Leonardo’s notebooks also show cannons which he claimed “to hurl small stones like a storm with the smoke of these causing great terror to the enemy, and great loss and confusion.” He also designed an enormous crossbow. Following his detailed drawing, one was constructed by the British Army, but could not be made to fire successfully. In 1481 Leonardo designed a breech-loading, water cooled cannon with three racks of barrels allowed the re-loading of one rack while another was being fired and thus maintaining continuous fire power. The “fan type” gun with its array of horizontal barrels allowed for a wide scattering of shot.

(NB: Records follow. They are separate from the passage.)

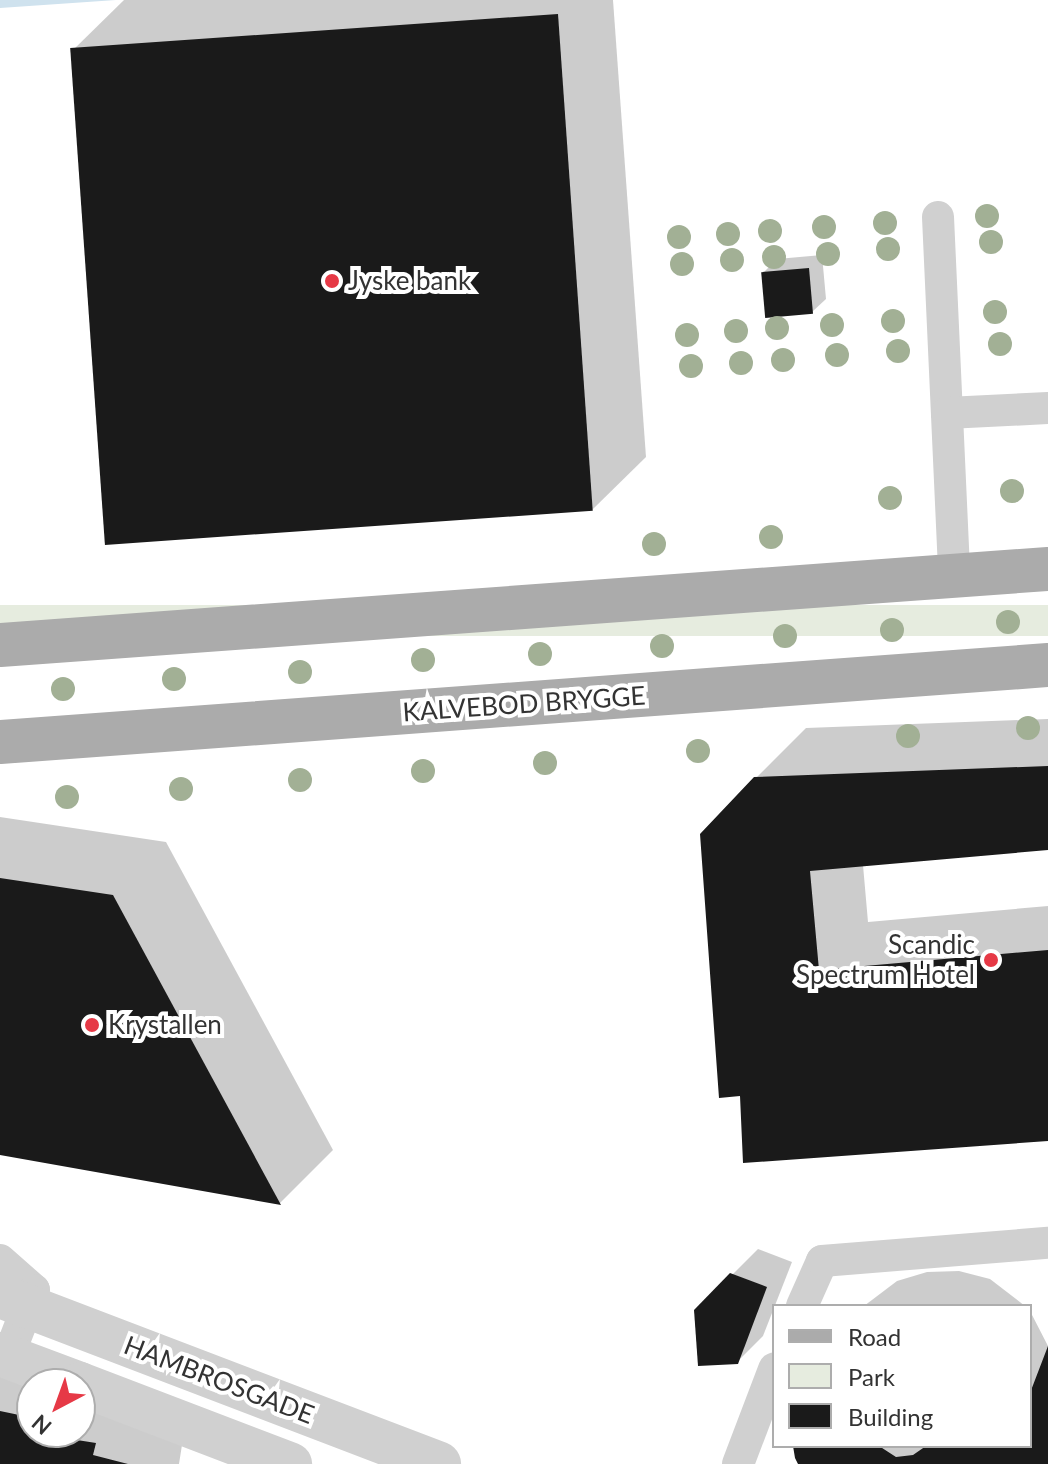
<!DOCTYPE html>
<html>
<head>
<meta charset="utf-8">
<style>
	body { margin:0 }
	#map { position:relative; width:1048px; height:1464px; overflow:hidden; background:#fff; font-family:Lato,sans-serif }
	div>[style] { position:absolute }
	.green>* { inset:0; background:#e6ecdf; transform-origin:0 0 }
	.water>* { inset:0; background:#cfe2ee }
	.shadow>* { inset:0; background:#0003 }
	.building>* { inset:0; background:#1a1a1a; transform-origin:0 0 }
	.service>* { height:32px; margin:-16px; padding:0 16px; transform-origin:16px; border-radius:16px; background:#d0d0d0 }
	.minor>* { height:44px; margin:-22px; padding:0 22px; transform-origin:22px; border-radius:22px; background:#d0d0d0 }
	.primary>* { height:44px; margin:-22px; padding:0 22px; transform-origin:22px; border-radius:22px; background:#ababab }
	.trees>* { width:24px; height:24px; margin:-12px; border-radius:50%; background:#a2b095 }
	.dots>* { width:22px; height:22px; translate:-50% -50%; box-sizing:border-box; border:4px solid #fff; border-radius:50% }
	span { translate:-50% -50%; white-space:nowrap; text-align:center; line-height:1.15; -webkit-text-stroke:8px #fff; paint-order:stroke }
	.poi-label { font-size:26px; color:#333 }
	.left { translate:0 -50%; text-align:left }
	.right { translate:-100% -50%; text-align:right }
	.street-label { font-size:26px; color:#333 }
	.legend { position:absolute; left:772px; top:1304px; width:260px; height:144px; box-sizing:border-box; background:#fff; border:2px solid #adadad; margin:0; padding:10px 14px; list-style:none; font-size:24px; color:#333 }
	.legend li { display:flex; align-items:center; gap:16px; height:40px }
	.legend b { width:40px; border:2px solid #adadad }
	.north { position:absolute; left:16px; top:1368px; width:80px; height:80px; box-sizing:border-box; background:#fff; border:2px solid #adadad; border-radius:50%; rotate:221deg; font-size:22px; font-weight:700; line-height:32px; text-align:center; color:#333 }
	.north::after { content:''; display:block; margin:auto; width:28px; height:36px; background:#e63946; clip-path:polygon(50% 0,100% 100%,50% 72%,0 100%) }
</style>
</head>
<body>
<div id="map">
	<div class="green">
		<div style="left:1048px;top:605px;width:31px;height:1051px;rotate:90deg"></div>
	</div>
	<div class="water">
		<div style="clip-path:polygon(0 0,116px 0,0 8px)"></div>
	</div>
	<div class="shadow">
		<div style="clip-path:polygon(124px 0,613px 0,646px 457px,593px 509px,72px 51px)"></div>
		<div style="clip-path:polygon(822px 255px,826px 299px,812px 312px,764px 272px,777px 259px)"></div>
		<div style="clip-path:polygon(1048px 719px,1048px 848px,863px 865px,868px 922px,1048px 906px,1048px 1139px,745px 1160px,756px 778px,806px 728px)"></div>
		<div style="clip-path:polygon(0 817px,166px 842px,333px 1150px,280px 1203px,0 1153px)"></div>
		<div style="clip-path:polygon(758px 1249px,792px 1262px,763px 1336px,737px 1362px,696px 1311px)"></div>
		<div style="clip-path:polygon(959px 1271px,990px 1279px,1025px 1306px,864px 1306px,897px 1281px,927px 1272px)"></div>
		<div style="clip-path:polygon(1030px 1311px,1048px 1346px,1048px 1464px,800px 1464px,795px 1446px,1030px 1446px)"></div>
		<div style="clip-path:polygon(0 1357px,32px 1384px,32px 1432px,80px 1432px,80px 1391px,185px 1426px,179px 1464px,0 1464px)"></div>
	</div>
	<div class="building">
		<div style="left:558px;top:14px;width:498px;height:489px;rotate:86deg"></div>
		<div style="left:809px;top:268px;width:46px;height:48px;rotate:85deg"></div>
		<div style="clip-path:polygon(1048px 766px,1048px 850px,810px 871px,819px 970px,1048px 950px,1048px 1141px,743px 1163px,740px 1096px,719px 1098px,700px 834px,754px 777px)"></div>
		<div style="clip-path:polygon(0 878px,113px 895px,281px 1205px,0 1155px)"></div>
		<div style="clip-path:polygon(730px 1273px,767px 1287px,738px 1364px,698px 1366px,694px 1310px)"></div>
		<div style="clip-path:polygon(1048px 1346px,1048px 1464px,798px 1464px,795px 1458px,793px 1446px,879px 1446px,896px 1457px,913px 1455px,926px 1446px,1030px 1446px,1030px 1393px)"></div>
		<div style="clip-path:polygon(0 1411px,24px 1416px,26px 1432px,96px 1443px,93px 1455px,128px 1464px,0 1464px)"></div>
	</div>
	<div class="service">
		<div style="left:938px;top:217px;width:359px;rotate:87.4deg"></div>
		<div style="left:947px;top:413px;width:101px;rotate:-2.8deg"></div>
		<div style="left:0;top:1260px;width:45px;rotate:41.4deg"></div>
		<div style="left:34px;top:1290px;width:72px;rotate:111.2deg"></div>
		<div style="left:802px;top:1306px;width:49px;rotate:-66deg"></div>
		<div style="left:822px;top:1261px;width:227px;rotate:-4.6deg"></div>
		<div style="left:738px;top:1464px;width:102px;rotate:-69.2deg"></div>
	</div>
	<div class="minor">
		<div style="left:0;top:1296px;width:470px;rotate:20.9deg"></div>
		<div style="left:0;top:1354px;width:85px;rotate:20.6deg"></div>
		<div style="left:80px;top:1384px;width:225px;rotate:20.9deg"></div>
	</div>
	<div class="primary">
		<div style="left:0;top:645px;width:1051px;rotate:-4.15deg"></div>
		<div style="left:0;top:742px;width:1051px;rotate:-4.2deg"></div>
	</div>
	<div class="trees">
		<div style="left:987px;top:216px"></div>
		<div style="left:885px;top:223px"></div>
		<div style="left:824px;top:227px"></div>
		<div style="left:770px;top:231px"></div>
		<div style="left:728px;top:234px"></div>
		<div style="left:679px;top:237px"></div>
		<div style="left:991px;top:242px"></div>
		<div style="left:888px;top:249px"></div>
		<div style="left:828px;top:254px"></div>
		<div style="left:774px;top:257px"></div>
		<div style="left:732px;top:260px"></div>
		<div style="left:682px;top:264px"></div>
		<div style="left:995px;top:312px"></div>
		<div style="left:893px;top:321px"></div>
		<div style="left:832px;top:325px"></div>
		<div style="left:777px;top:328px"></div>
		<div style="left:736px;top:331px"></div>
		<div style="left:687px;top:335px"></div>
		<div style="left:1000px;top:344px"></div>
		<div style="left:898px;top:351px"></div>
		<div style="left:837px;top:355px"></div>
		<div style="left:783px;top:360px"></div>
		<div style="left:741px;top:363px"></div>
		<div style="left:691px;top:366px"></div>
		<div style="left:1012px;top:491px"></div>
		<div style="left:890px;top:498px"></div>
		<div style="left:771px;top:537px"></div>
		<div style="left:654px;top:544px"></div>
		<div style="left:1008px;top:622px"></div>
		<div style="left:892px;top:630px"></div>
		<div style="left:785px;top:636px"></div>
		<div style="left:662px;top:646px"></div>
		<div style="left:540px;top:654px"></div>
		<div style="left:423px;top:660px"></div>
		<div style="left:300px;top:672px"></div>
		<div style="left:174px;top:679px"></div>
		<div style="left:63px;top:689px"></div>
		<div style="left:1028px;top:728px"></div>
		<div style="left:908px;top:736px"></div>
		<div style="left:698px;top:751px"></div>
		<div style="left:545px;top:763px"></div>
		<div style="left:423px;top:771px"></div>
		<div style="left:300px;top:780px"></div>
		<div style="left:181px;top:789px"></div>
		<div style="left:67px;top:797px"></div>
	</div>
	<div class="dots">
		<div style="left:332px;top:281px;background:#e63946"></div>
		<div style="left:991px;top:960px;background:#e63946"></div>
		<div style="left:92px;top:1025px;background:#e63946"></div>
	</div>
	<div class="poi-label">
		<span class="left" style="left:348px;top:281px">Jyske bank</span>
		<span class="right" style="left:975px;top:960px">Scandic<br>Spectrum Hotel</span>
		<span class="left" style="left:108px;top:1025px">Krystallen</span>
	</div>
	<div class="street-label">
		<span style="left:524px;top:704px;rotate:-4deg">KALVEBOD BRYGGE</span>
		<span style="left:219px;top:1380px;rotate:21deg">HAMBROSGADE</span>
	</div>
	<ul class="legend">
	<li><b style="height:10px;background:#ababab"></b>Road</li>
	<li><b style="height:22px;background:#e6ecdf"></b>Park</li>
	<li><b style="height:22px;background:#1a1a1a"></b>Building</li>
	</ul>
	<div class="north">N</div>
</div>
</body>
</html>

Leonardo was the first to sketch the wheel-lock musket c. 1500 AD (the precedent of the flintlock musket which first appeared in Europe by 1547), although as early as the 14th century the Chinese had used a flintlock ‘steel wheel’ in order to detonate land mines.
While Leonardo was working in Venice, he drew a sketch for an early diving suit, to be used in the destruction of enemy ships entering Venetian waters. A suit was constructed for a BBC documentary using pigskin treated with fish oil to repel water. The head was covered by a helmet with two eyeglasses at the front. A breathing tube of bamboo with pigskin joints was attached to the back of the helmet and connected to a float of cork and wood. When the scuba divers tested the suit, they found it to be a workable precursor to a modern diving suit, the cork float acting as a compressed air chamber when submerged. His inventions were very futuristic which meant they were very expensive and proved not to be useful.